Imagine if Spiegel had run the piece as an interview with the therapist and the conversion-therapy victim. Christian groups would have become irate; the anger would spread to politically influential pockets of the Christian world; Republicans would spring to the podiums in the House and Senate to condemn NPR’s bias; happy post-gays would be trotted out as success stories. If I were Spiegel’s editor, I might say, “Look, I know this is ridiculous, but we’re going to have to pretend there are two sides to this thing. We just can’t chance galvanizing a political response that could jeopardize our funding. Do you know anyone you can talk to who thinks conversion therapy is great?”

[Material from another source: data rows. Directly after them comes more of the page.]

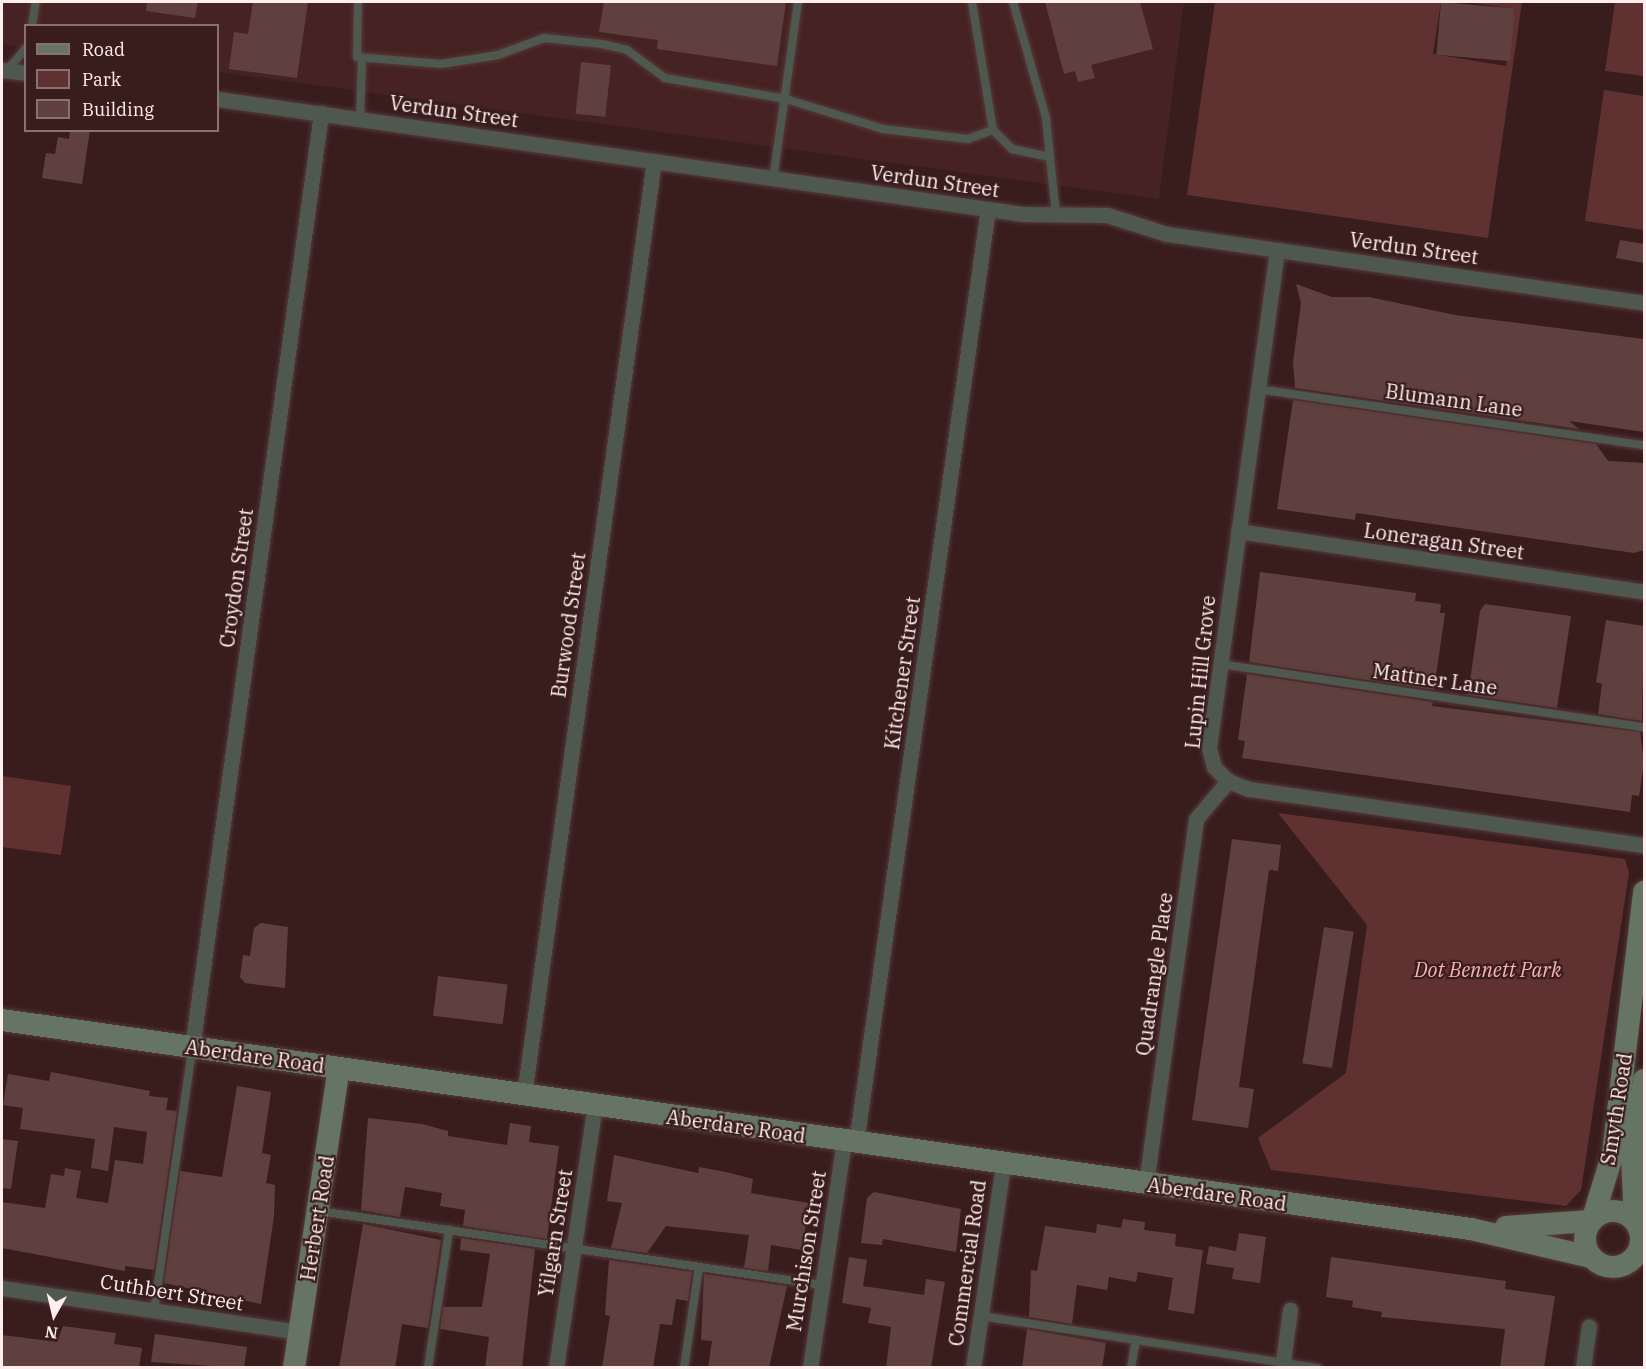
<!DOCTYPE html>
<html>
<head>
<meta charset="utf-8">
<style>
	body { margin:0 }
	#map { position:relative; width:1646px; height:1369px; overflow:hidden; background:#391d1c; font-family:"IBM Plex Serif",serif }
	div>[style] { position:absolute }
	.built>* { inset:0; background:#462222 }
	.green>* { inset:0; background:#603131 }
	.building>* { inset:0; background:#60403f; transform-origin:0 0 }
	.roads { filter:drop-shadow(0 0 2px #553a39) drop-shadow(0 0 2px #553a39) }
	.lane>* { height:8px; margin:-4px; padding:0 4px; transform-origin:4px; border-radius:4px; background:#4f584e }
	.street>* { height:15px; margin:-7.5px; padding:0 7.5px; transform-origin:7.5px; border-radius:7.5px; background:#4f584e }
	.secondary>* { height:22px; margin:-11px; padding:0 11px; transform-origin:11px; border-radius:11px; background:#657463 }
	.secondary>.ring { margin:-11px; padding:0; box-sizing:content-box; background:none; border:22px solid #657463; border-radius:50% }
	span { translate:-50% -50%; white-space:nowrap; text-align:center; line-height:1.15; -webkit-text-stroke:4.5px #391d1c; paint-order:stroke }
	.street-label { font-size:20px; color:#ffeeed }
	.park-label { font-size:20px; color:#f6b3b1; font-style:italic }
	.frame { position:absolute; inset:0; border:3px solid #ffeeed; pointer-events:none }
	.legend { position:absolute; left:24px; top:24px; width:195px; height:108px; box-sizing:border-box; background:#391d1c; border:2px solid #887170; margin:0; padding:8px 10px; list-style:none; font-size:18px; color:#ffeeed }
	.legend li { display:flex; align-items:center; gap:12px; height:30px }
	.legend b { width:30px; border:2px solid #887170 }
	.north { position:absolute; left:24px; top:1285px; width:60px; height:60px; -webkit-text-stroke:4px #391d1c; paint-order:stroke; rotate:188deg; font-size:16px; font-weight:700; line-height:24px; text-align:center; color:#ffeeed }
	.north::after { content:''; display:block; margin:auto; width:21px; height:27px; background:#ffeeed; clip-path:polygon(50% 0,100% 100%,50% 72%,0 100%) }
</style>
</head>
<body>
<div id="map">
	<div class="built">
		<i style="clip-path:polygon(2px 2px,1184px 2px,1159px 199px,218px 72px,218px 26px,26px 26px,25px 48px,2px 44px)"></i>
	</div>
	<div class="green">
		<i style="clip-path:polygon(1215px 2px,1441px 2px,1433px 54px,1506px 66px,1515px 9px,1467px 2px,1522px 2px,1488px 238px,1187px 195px)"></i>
		<i style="clip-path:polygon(1615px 2px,1644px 2px,1644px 76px,1605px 71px)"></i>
		<i style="clip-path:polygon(1604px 90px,1644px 96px,1644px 230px,1585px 221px)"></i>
		<i style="clip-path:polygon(2px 776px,71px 786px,61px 855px,2px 847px)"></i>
		<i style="clip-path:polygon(1278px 813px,1625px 859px,1629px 873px,1581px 1190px,1566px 1206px,1271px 1170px,1258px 1138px,1346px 1073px,1367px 925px)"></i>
	</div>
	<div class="building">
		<i style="clip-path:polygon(147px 2px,198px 2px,195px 18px,146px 11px)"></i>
		<i style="clip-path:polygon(253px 2px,308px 2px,297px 78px,229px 69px,234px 32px,248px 34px)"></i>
		<i style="clip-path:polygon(604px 2px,786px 2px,777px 66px,657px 49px,658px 40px,599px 32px)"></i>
		<i style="clip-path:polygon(1045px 2px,1140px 2px,1153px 49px,1091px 65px,1095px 78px,1078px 82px,1075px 71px,1064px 74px)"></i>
		<i style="left:1441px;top:2px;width:74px;height:53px;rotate:5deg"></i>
		<i style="left:581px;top:62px;width:30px;height:52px;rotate:6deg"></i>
		<i style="clip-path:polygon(70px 130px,90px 130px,82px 184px,42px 178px,46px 153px,55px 154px,58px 137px,69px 139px)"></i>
		<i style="clip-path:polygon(1620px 240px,1644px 244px,1644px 263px,1616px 258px)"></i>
		<i style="clip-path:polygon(1296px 284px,1332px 297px,1369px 297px,1455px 315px,1644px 339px,1644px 432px,1569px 421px,1579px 429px,1295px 388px,1293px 362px,1301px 303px)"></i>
		<i style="clip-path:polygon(1293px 400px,1596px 444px,1608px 461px,1644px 463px,1644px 550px,1634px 553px,1356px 513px,1355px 520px,1277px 509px)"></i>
		<i style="clip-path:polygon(1260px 572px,1416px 593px,1415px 601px,1441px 604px,1440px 613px,1445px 613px,1434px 690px,1249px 662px)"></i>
		<i style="clip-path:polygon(1485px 604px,1571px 616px,1557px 708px,1468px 695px,1480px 611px)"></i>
		<i style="clip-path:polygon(1606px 620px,1644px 626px,1642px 721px,1598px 714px,1602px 684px,1596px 682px)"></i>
		<i style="clip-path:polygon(1247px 674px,1433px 702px,1432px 706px,1640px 732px,1644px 762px,1639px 796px,1632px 795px,1630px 812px,1242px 758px,1245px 741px,1238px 740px)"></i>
		<i style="clip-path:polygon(1232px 839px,1281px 845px,1278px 871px,1269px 870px,1239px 1087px,1254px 1089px,1248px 1128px,1192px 1120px)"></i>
		<i style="clip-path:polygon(261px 923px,288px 927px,285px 988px,245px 983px,240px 977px,243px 955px,250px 956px,254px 928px)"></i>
		<i style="left:1324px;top:927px;width:30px;height:138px;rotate:9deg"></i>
		<i style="left:438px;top:976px;width:70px;height:40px;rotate:7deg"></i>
		<i style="clip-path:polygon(51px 1072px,150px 1091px,149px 1096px,168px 1098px,166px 1110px,177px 1111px,154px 1270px,125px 1266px,125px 1271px,2px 1248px,2px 1202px,45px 1208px,51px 1174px,64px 1176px,65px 1168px,81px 1171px,76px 1198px,108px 1203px,115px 1160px,143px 1164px,147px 1132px,114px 1127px,108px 1171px,91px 1168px,95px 1139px,20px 1129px,23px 1108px,3px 1105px,8px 1074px,49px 1081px)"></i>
		<i style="clip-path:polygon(237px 1086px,271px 1092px,262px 1153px,271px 1155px,266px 1183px,275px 1185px,274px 1216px,261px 1304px,164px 1283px,180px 1171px,222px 1177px)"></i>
		<i style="clip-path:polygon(368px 1118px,422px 1124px,448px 1131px,448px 1136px,507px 1145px,510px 1123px,531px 1126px,529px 1142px,559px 1146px,547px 1239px,463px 1226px,465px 1210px,440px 1206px,442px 1193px,405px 1187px,400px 1217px,361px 1210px)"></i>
		<i style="clip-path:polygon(2px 1139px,18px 1141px,11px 1189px,2px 1188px)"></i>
		<i style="clip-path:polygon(614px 1155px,698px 1173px,699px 1167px,726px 1172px,753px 1179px,751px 1193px,809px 1203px,802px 1250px,771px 1245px,768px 1271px,744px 1268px,749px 1235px,666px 1226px,647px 1253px,611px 1248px,622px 1203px,607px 1201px)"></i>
		<i style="clip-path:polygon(874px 1192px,961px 1209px,956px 1252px,883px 1239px,882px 1245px,861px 1243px,867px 1198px)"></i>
		<i style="clip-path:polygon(1123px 1219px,1145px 1222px,1144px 1230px,1176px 1234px,1175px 1246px,1203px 1250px,1194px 1314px,1168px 1310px,1173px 1278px,1138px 1272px,1136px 1282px,1109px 1277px,1107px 1290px,1077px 1285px,1072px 1324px,1029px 1317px,1031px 1270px,1037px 1271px,1045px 1226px,1096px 1233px,1097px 1224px,1121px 1228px)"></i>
		<i style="clip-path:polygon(363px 1224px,441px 1240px,428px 1328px,402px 1324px,395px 1368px,339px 1368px)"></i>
		<i style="clip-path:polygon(1239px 1233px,1266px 1237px,1260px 1283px,1232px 1279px,1234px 1268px,1206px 1264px,1209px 1246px,1236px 1251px)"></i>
		<i style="clip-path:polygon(461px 1238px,535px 1249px,522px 1368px,485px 1368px,489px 1337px,440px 1329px,443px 1307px,482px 1307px,490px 1254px,460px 1250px)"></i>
		<i style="clip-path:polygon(849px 1257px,867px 1260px,863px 1286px,924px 1295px,926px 1279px,945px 1282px,931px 1368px,886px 1368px,891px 1327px,868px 1323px,871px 1308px,842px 1303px)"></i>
		<i style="clip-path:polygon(1331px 1257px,1506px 1281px,1505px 1289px,1555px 1296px,1544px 1368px,1500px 1368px,1505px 1329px,1381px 1317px,1382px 1312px,1352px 1307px,1353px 1301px,1326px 1297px)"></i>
		<i style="clip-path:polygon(609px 1260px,692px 1272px,688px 1301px,676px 1299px,672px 1325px,660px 1324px,653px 1368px,602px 1368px,610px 1316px,605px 1315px)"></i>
		<i style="clip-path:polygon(704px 1274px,787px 1286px,769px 1368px,708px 1368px,712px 1341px,701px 1340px)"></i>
		<i style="clip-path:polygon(63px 1326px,116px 1333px,114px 1344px,142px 1348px,139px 1368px,2px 1368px,2px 1335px,57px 1342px)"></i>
		<i style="clip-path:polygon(1027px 1329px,1106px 1343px,1102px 1368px,1022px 1368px)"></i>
		<i style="clip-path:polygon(155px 1334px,247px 1347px,244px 1368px,151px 1362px)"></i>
	</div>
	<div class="roads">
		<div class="lane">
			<i style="left:358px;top:2px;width:55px;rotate:91deg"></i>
			<i style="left:357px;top:57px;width:84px;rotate:4.8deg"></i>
			<i style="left:441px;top:64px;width:58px;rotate:-9deg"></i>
			<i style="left:498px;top:55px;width:49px;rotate:-20.3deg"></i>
			<i style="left:544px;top:38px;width:58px;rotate:5.9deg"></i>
			<i style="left:602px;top:44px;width:26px;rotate:13deg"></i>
			<i style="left:627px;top:50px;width:47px;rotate:36.4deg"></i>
			<i style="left:665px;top:78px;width:123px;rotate:9.8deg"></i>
			<i style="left:786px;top:99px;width:102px;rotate:17.2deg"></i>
			<i style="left:883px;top:129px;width:86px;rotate:6.7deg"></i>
			<i style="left:968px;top:139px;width:27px;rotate:-20deg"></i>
			<i style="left:972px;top:2px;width:130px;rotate:80.7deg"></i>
			<i style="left:993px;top:130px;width:27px;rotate:45deg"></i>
			<i style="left:1012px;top:149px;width:35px;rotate:12deg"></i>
			<i style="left:1013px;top:2px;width:121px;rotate:74.1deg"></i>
			<i style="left:1046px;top:118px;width:98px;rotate:84.1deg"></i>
			<i style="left:32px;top:26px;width:24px;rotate:-81deg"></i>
			<i style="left:7px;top:70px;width:29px;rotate:-49deg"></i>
			<i style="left:360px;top:119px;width:61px;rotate:-88.1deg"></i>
			<i style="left:773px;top:180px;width:180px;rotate:-82deg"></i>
			<i style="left:1258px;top:389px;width:390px;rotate:8.3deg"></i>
			<i style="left:1220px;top:664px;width:429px;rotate:8.5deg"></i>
			<i style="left:319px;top:1211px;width:508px;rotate:8.37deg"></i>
			<i style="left:154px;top:1311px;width:265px;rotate:-81.7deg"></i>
			<i style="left:981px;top:1316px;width:341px;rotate:8.8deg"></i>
			<i style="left:428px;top:1368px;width:140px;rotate:-81.3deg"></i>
			<i style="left:684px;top:1368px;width:102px;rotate:-81.6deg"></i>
			<i style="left:1131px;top:1368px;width:29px;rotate:-80deg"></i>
		</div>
		<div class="street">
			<i style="left:2px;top:70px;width:24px;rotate:7deg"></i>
			<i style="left:218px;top:99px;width:813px;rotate:8.13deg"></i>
			<i style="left:1023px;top:214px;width:84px;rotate:0.7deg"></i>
			<i style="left:1107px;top:215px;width:63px;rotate:17.6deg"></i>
			<i style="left:1167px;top:234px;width:482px;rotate:8.2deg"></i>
			<i style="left:1277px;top:250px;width:503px;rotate:97.78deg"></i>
			<i style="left:1209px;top:748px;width:20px;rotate:75deg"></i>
			<i style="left:1214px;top:767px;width:20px;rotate:45deg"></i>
			<i style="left:1228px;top:781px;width:22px;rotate:21deg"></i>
			<i style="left:1249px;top:789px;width:399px;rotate:8.1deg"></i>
			<i style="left:1238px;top:531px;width:411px;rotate:8.5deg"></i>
			<i style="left:192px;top:1048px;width:944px;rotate:-82.14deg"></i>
			<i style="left:524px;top:1095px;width:943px;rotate:-82.08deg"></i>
			<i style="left:856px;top:1143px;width:943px;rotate:-81.96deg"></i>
			<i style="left:1146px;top:1184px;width:368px;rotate:-82.2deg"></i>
			<i style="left:1196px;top:819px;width:50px;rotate:-49.9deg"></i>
			<i style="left:2px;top:1288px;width:301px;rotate:8.4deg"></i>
			<i style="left:556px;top:1368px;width:266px;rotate:-81.6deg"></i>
			<i style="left:810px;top:1368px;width:230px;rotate:-81.5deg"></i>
			<i style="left:973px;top:1368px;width:206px;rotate:-81.6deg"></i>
			<i style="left:1282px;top:1368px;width:59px;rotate:-82.1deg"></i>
			<i style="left:1583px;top:1368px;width:42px;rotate:-81.9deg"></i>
		</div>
		<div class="secondary">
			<i style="left:2px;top:1020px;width:1484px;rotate:8.1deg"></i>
			<i style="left:1471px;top:1229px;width:122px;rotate:13.2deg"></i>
			<i class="ring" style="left:1585px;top:1211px;width:34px;height:34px"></i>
			<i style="left:1593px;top:1218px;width:68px;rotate:-72.9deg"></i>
			<i style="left:1613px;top:1153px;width:263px;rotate:-83.2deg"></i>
			<i style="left:1635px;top:1221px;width:64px;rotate:-92.7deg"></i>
			<i style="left:1632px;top:1157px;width:78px;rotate:-81.1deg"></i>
			<i style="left:1506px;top:1227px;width:84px;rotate:-4.1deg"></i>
			<i style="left:294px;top:1368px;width:303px;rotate:-81.5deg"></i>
		</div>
	</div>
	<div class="street-label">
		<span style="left:454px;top:111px;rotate:8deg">Verdun Street</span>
		<span style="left:935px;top:181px;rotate:8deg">Verdun Street</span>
		<span style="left:1414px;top:248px;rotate:8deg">Verdun Street</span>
		<span style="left:1454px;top:400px;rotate:8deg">Blumann Lane</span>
		<span style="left:1444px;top:541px;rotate:8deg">Loneragan Street</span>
		<span style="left:236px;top:578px;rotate:-82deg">Croydon Street</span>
		<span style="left:568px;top:625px;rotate:-82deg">Burwood Street</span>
		<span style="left:1200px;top:672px;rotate:-84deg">Lupin Hill Grove</span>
		<span style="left:902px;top:673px;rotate:-82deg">Kitchener Street</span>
		<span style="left:1435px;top:679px;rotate:8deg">Mattner Lane</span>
		<span style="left:1154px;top:974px;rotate:-82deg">Quadrangle Place</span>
		<span style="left:255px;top:1056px;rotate:8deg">Aberdare Road</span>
		<span style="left:1616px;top:1109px;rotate:-81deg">Smyth Road</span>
		<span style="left:736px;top:1126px;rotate:8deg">Aberdare Road</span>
		<span style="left:1217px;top:1194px;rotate:8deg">Aberdare Road</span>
		<span style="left:317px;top:1218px;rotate:-81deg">Herbert Road</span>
		<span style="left:555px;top:1233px;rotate:-81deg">Yilgarn Street</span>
		<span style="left:806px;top:1251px;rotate:-81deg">Murchison Street</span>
		<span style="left:967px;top:1263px;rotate:-82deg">Commercial Road</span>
		<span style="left:172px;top:1292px;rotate:9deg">Cuthbert Street</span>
	</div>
	<div class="park-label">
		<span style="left:1488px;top:969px">Dot Bennett Park</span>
	</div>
	<div class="frame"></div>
	<ul class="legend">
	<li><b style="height:8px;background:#657463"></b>Road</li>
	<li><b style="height:16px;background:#603131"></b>Park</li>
	<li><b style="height:16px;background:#60403f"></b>Building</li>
	</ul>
	<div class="north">N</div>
</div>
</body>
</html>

The problem with that approach is that it prioritizes the security of the larger organization over the truth. And that’s not good for the body politic.
The title of the segment isn’t nearly as disturbing as the website’s permalink for the piece, which includes these words: “/can-therapy-help-change-sexual-orientation-the-jurys-still-out.” The jury is not still out. That is factually incorrect.
I wish I could tell someone at NPR that they don’t have to shy away from fact in order to preserve the perception of balance. But I don’t believe that. The station is damned if it does and damned if it doesn’t. So now people in the gay community will stop donating to NPR and recommend their friends do the same. But that’s better than losing public funding. After all, the LGBT community will come back. Where else are we going to get our liberal bias?